United States District Court, Northern District of Texas
Jul 1, 2024
3:23-cv-02062-E (N.D. Tex. Jul. 1, 2024)

Opinion

3:23-cv-02062-E

07-01-2024

JULIE LEICHTLE, Plaintiff, v. ADVANTEX ASSET MANAGEMENT, Defendant.


FINDINGS, CONCLUSIONS, AND RECOMMENDATION OF THE UNITED STATES MAGISTRATE JUDGE

REBECCA RUTHERFORD UNITED STATES MAGISTRATE JUDGE

Before the Court in this civil action is Plaintiff Julie Leichtle's Motion for Default Judgment (ECF No. 10). Because Leichtle's Complaint fails to establish a sufficient factual basis for a judgment against the Defendant, the District Judge should DENY the motion.

Background

This putative class action arises out of a series of alleged prerecorded voice messages that Plaintiff Julie Leichtle received from January to June of 2023. See generally Compl. (ECF No. 1). The voicemails generally offered foreclosure assistance services, including the ability to seek advice from “one of the top foreclosure experts with over 30 years' experience and DFW's top real estate agent[.]” Id. ¶ 16. According to Leichtle's Complaint, Defendant Advantex Asset Management (“Advantex”) is a “real estate marketing and lead generation business headquartered in Arlington, Texas.” Id. ¶ 6. Leichtle contends that despite registering her residential cell phone number on the national do-not-call (DNC) list, she received the seven prerecorded voice messages from Advantex in violation of the Telephone Consumer Protection Act (TCPA), 47 U.S.C. § 227(b) and (c).

Leichtle filed this lawsuit on September 14, 2023. Compl. (ECF No. 1).
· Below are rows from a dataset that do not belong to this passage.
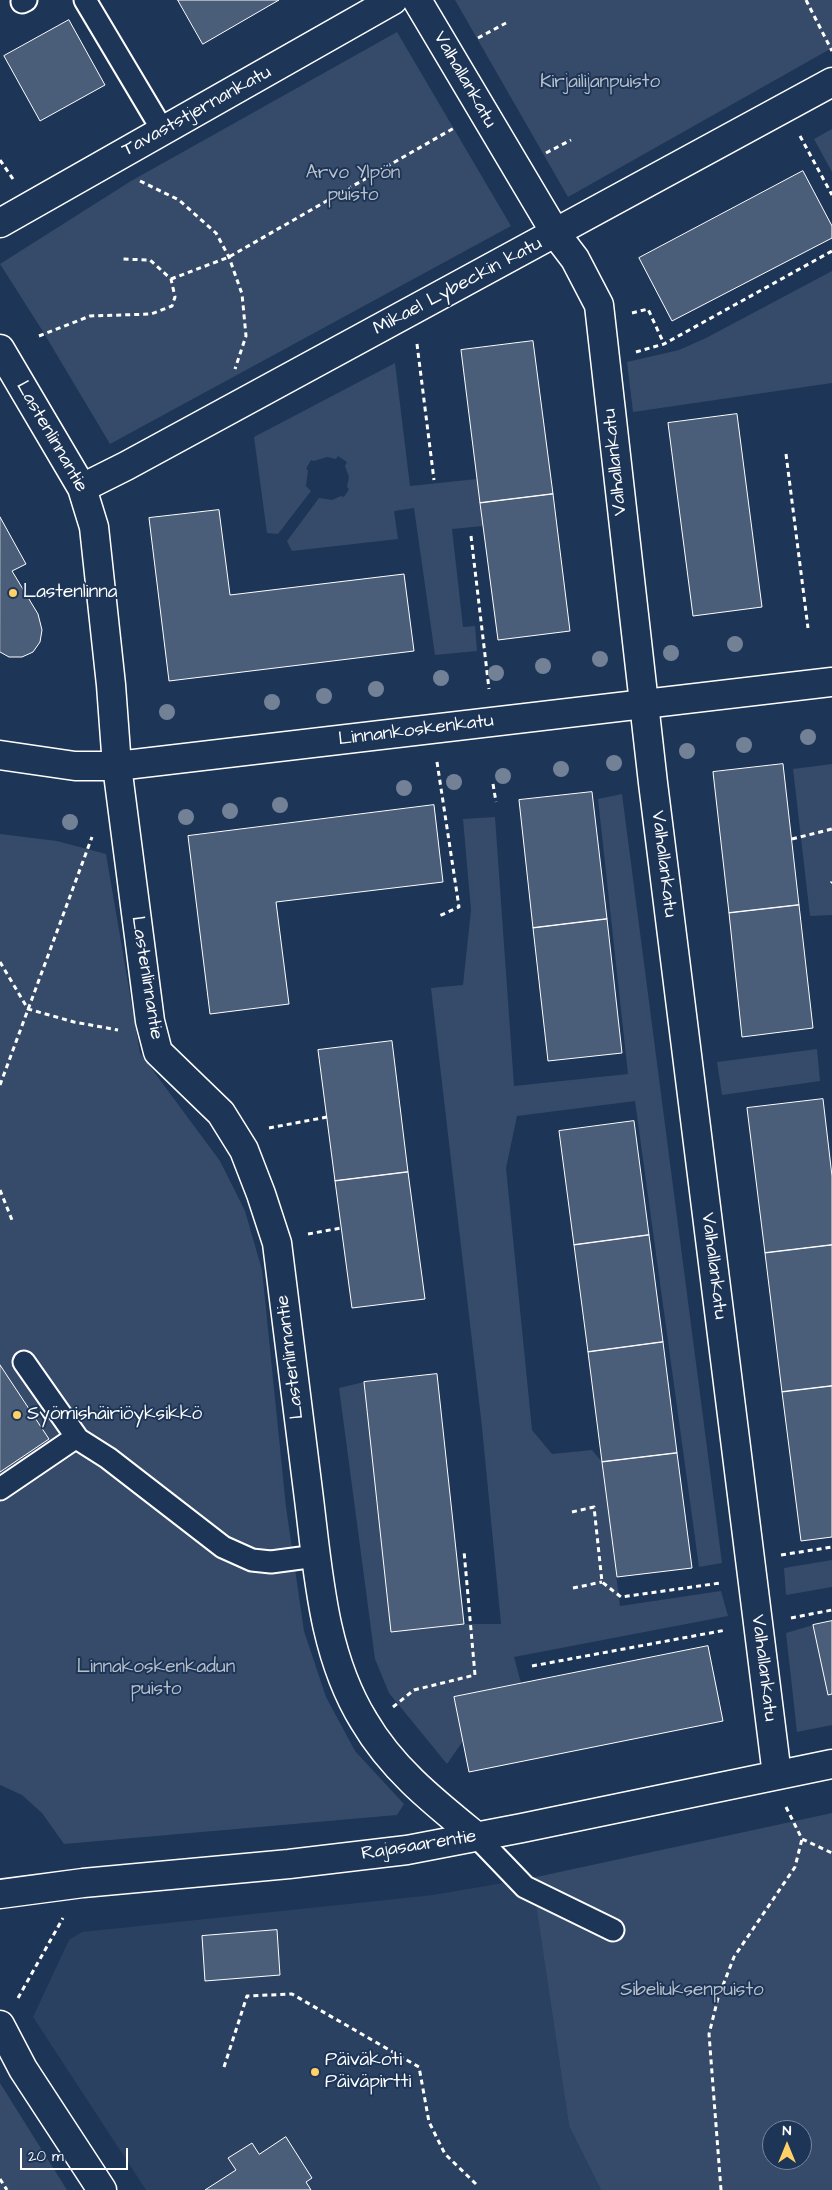 <!DOCTYPE html>
<meta charset="utf-8">
<style>
body{margin:0}
#map{position:relative;width:832px;height:2190px;overflow:hidden;background:#1d3557;font-family:"Architects Daughter",sans-serif}
canvas{display:block}
.north{position:absolute;left:762px;top:2120px;width:50px;height:50px;box-sizing:border-box;background:#1d3557;border:1px solid #77869a;border-radius:50%;rotate:0deg;font-size:14px;font-weight:700;line-height:20px;text-align:center;color:#fff}
.north::after{content:'';display:block;margin:auto;width:18px;height:22px;background:#ffd166;clip-path:polygon(50% 0,100% 100%,50% 72%,0 100%)}
.scale{position:absolute;left:20px;top:2148px;width:108px;height:22px;box-sizing:border-box;border:2px solid #fff;border-top:0;padding-left:6px;font-size:15px;line-height:18px;white-space:nowrap;color:#fff;-webkit-text-stroke:4px #1d3557;paint-order:stroke}
</style>
<div id="map">
<canvas width="832" height="2190"></canvas>
<div class="north">N</div>
<div class="scale">20 m</div>
</div>
<script>
const c = document.querySelector('canvas').getContext('2d');
c.lineJoin = 'round';
function paint(path, color) { c.fillStyle = color; c.fill(path, 'evenodd'); }
function trace(path, color, width, dash) { c.strokeStyle = color; c.lineWidth = width; c.lineCap = dash ? 'butt' : 'round'; c.setLineDash(dash || []); c.stroke(path); }
function drawText(font, color, halo, rows, align = 'center') {
  c.font = font + ' "Architects Daughter",sans-serif'; c.lineWidth = 4; c.setLineDash([]); c.textBaseline = 'middle'; c.strokeStyle = halo; c.fillStyle = color; for (const [text, x, y, turn = 0] of rows) {
    c.save(); c.translate(x, y); c.rotate((+turn || 0) * Math.PI / 180); c.textAlign = isNaN(turn) ? turn : align; if (halo) c.strokeText(text, 0, 0); c.fillText(text, 0, 0); c.restore();
  }
}
paint(new Path2D(`
 M532,1878L569,2126L601,2190H146L33,2017L69,1940L82,1932L433,1895Z`), '#2a4161');
paint(new Path2D(`
 M455,0H832V48L568,197Z
 M397,32L511,226L110,444L42,330L0,264L131,181Z
 M832,129V172L814,139Z
 M832,271V383L633,412L627,362L679,350L706,338Z
 M395,363L410,486L477,479L483,526L452,529L463,627L475,626L477,651L435,655L414,508L394,511L398,539L292,551L287,541L319,498L332,500L341,496L344,497L349,489L347,487L349,477L345,466L347,462L338,456L336,459L327,457L314,461L311,460L306,469L308,470L306,486L311,491L278,534L267,533L254,437Z
 M832,764V915L810,916L793,769Z
 M622,794L722,1563L699,1567L635,1101L517,1116L506,1168L532,1430L552,1454L592,1450L602,1462L620,1606L721,1591L728,1616L514,1657L521,1683L454,1697L463,1741L447,1764L389,1693L375,1659L339,1388L364,1382L391,1632L464,1624H501L482,1427L431,988L463,985L471,910L463,819L495,817L514,1086L628,1074L598,799Z
 M0,834L57,841L106,854L140,1053L220,1161L245,1211L262,1270L286,1507L304,1631L326,1697L355,1751L404,1804L397,1815L64,1844L42,1813L22,1795L0,1785V1472L49,1439L0,1365Z
 M817,1049L820,1081L722,1095L717,1062Z
 M832,1560V1587L786,1595L784,1568Z
 M813,1625L832,1694V1725L797,1732L786,1633Z
 M832,1813V2190H601L569,2126L532,1878ZM772,2130H802V2160H772Z
 M0,2083L67,2190H0Z`), '#364b69');
const building = new Path2D(`
 M178,0H279L203,44Z
 M69,20L105,85L40,121L4,56Z
 M803,171L832,226V238L672,321L639,258Z
 M533,341L553,494L480,503L461,350Z
 M737,414L762,607L693,616L668,423Z
 M553,494L570,631L498,640L480,503Z
 M219,510L230,595L404,574L414,651L169,681L149,518Z
 M0,517L26,564L12,571L38,614L42,630L40,642L33,652L22,657H9L0,652Z
 M783,764L799,905L729,913L713,772Z
 M592,792L607,919L533,928L519,800Z
 M434,805L443,882L276,902L289,1004L210,1014L188,836Z
 M799,905L813,1028L742,1037L729,913Z
 M607,919L622,1053L548,1061L533,928Z
 M392,1041L408,1172L335,1181L318,1050Z
 M823,1099L832,1176V1245L765,1253L747,1108Z
 M634,1121L649,1235L574,1245L559,1131Z
 M408,1172L425,1299L352,1308L335,1181Z
 M649,1235L663,1342L588,1352L574,1245Z
 M832,1245V1386L782,1392L765,1253Z
 M663,1342L677,1453L602,1462L588,1352Z
 M0,1365L49,1439L0,1472Z
 M437,1374L464,1624L391,1632L364,1382Z
 M832,1386V1537L801,1541L782,1392Z
 M677,1453L692,1568L617,1577L602,1462Z
 M832,1621V1694L828,1695L813,1625Z
 M708,1646L723,1721L469,1772L454,1697Z
 M277,1930L280,1975L205,1981L202,1936Z
 M286,2137L312,2178L306,2182L311,2190H205L236,2170L228,2158L252,2143L259,2154Z`);
paint(building, '#4a5d79');
trace(building, '#fff', 1);
const service = new Path2D(`
 M85,0L163,131
 M22,2L26,0
 M24,1362L78,1439L108,1458L223,1547L252,1560L271,1562L316,1556
 M0,1489L75,1438L78,1439
 M477,1837L525,1887L613,1930`);
const minor = new Path2D(`
 M417,0L556,234L575,259L599,305L653,783L777,1775
 M0,223L393,0
 M0,349L82,488L94,527L111,685L117,766L150,1021L158,1052L221,1113L244,1150L261,1194L277,1243C288,1326 297,1409 308,1491C318,1569 322,1653 364,1721C392,1769 434,1802 477,1837
 M82,488L126,466L832,82
 M0,1894L83,1883L289,1864L407,1850L522,1828L832,1764
 M0,2025L23,2069L102,2190`);
const primary = new Path2D(`
 M0,755L75,766H117L832,682`);
trace(service, '#fff', 25);
trace(minor, '#fff', 31);
trace(primary, '#fff', 31);
trace(new Path2D(`
 M806,0L832,51
 M478,38L506,23
 M800,136L832,195
 M546,153L571,140
 M0,160L13,179
 M140,181L179,200L216,233L229,257L242,294L246,336L235,369
 M171,279L229,257L454,128
 M632,313L648,309L664,344
 M39,336L90,316L151,314L172,306L175,297L171,279L150,260L120,259
 M417,344L434,480
 M636,352L664,344L832,251
 M786,454L808,628
 M471,536L489,689
 M437,762L459,907L437,917
 M493,784L496,802
 M792,839L832,829
 M831,883L832,882
 M0,962L28,1009L74,1022L118,1030
 M0,1085L92,837
 M269,1128L327,1117
 M0,1190L12,1220
 M308,1234L341,1228
 M572,1512L594,1507L602,1582L621,1597L720,1583
 M781,1555L832,1547
 M573,1588L602,1582
 M791,1618L832,1610
 M532,1666L726,1630
 M393,1707L414,1690L475,1675L464,1551
 M786,1807L802,1839L832,1853
 M18,1998L63,1918
 M224,2067L247,1996L292,1994L419,2067L429,2122L445,2154L477,2185
 M0,2179L7,2190
 M721,2190L709,2034L718,1998L734,1957L795,1867L802,1839`), '#fff', 3, [5, 4]);
trace(service, '#1d3557', 21);
trace(minor, '#1d3557', 28);
trace(primary, '#1d3557', 28);
c.fillStyle = '#738196';
for (const [x, y] of [
 [735,644],
 [671,653],
 [600,659],
 [543,666],
 [496,673],
 [441,678],
 [376,689],
 [324,696],
 [272,702],
 [167,712],
 [808,737],
 [744,745],
 [687,751],
 [614,763],
 [561,769],
 [503,776],
 [454,782],
 [404,788],
 [280,805],
 [230,811],
 [186,817],
 [70,822]
]) { c.beginPath(); c.arc(x, y, 8, 0, 2 * Math.PI); c.fill(); }
for (const [x, y, r, color] of [
 [13,593,5,"#ffd166"],
 [17,1415,5,"#ffd166"],
 [315,2072,5,"#ffd166"]
]) { const dot = new Path2D(); dot.arc(x, y, r, 0, 2 * Math.PI); c.fillStyle = color; c.fill(dot); trace(dot, '#1d3557', 2); }
drawText('19px', '#fff', '#1d3557', [
 ["Valhallankatu",464,80,60],
 ["Tavaststjernankatu",197,112,-29],
 ["Mikael Lybeckin katu",458,287,-28],
 ["Lastenlinnantie",51,437,60],
 ["Valhallankatu",616,462,-96],
 ["Linnankoskenkatu",416,731,-7],
 ["Valhallankatu",663,864,83],
 ["Lastenlinnantie",146,978,81],
 ["Valhallankatu",713,1266,83],
 ["Lastenlinnantie",291,1357,-97],
 ["Valhallankatu",763,1668,83],
 ["Rajasaarentie",419,1846,-9]
]);
drawText('19px', '#b9c0ca', '#1d3557', [
 ["Kirjailijanpuisto",600,83],
 ["Arvo Ylpön",353,174],
 ["puisto",353,196],
 ["Linnakoskenkadun",156,1668],
 ["puisto",156,1690],
 ["Sibeliuksenpuisto",692,1991]
]);
drawText('19px', '#fff', '#1d3557', [
 ["Lastenlinna",23,593],
 ["Syömishäiriöyksikkö",27,1415],
 ["Päiväkoti",325,2061],
 ["Päiväpirtti",325,2083]
], 'left');
</script>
She properly effected service on Advantex on October 9, 2023, and filed proof of service with the Court. (ECF No. 7). Advantex failed to respond or enter an appearance. Therefore, Leichtle requested the Clerk to make, and the Clerk entered, an entry of default. (ECF Nos. 8-9). Leichtle then filed the pending motion for default judgment. Mot. Default (ECF No. 10). Advantex failed to file a response to Leichtle's motion. Therefore, the Court considers the motion without the benefit of a response.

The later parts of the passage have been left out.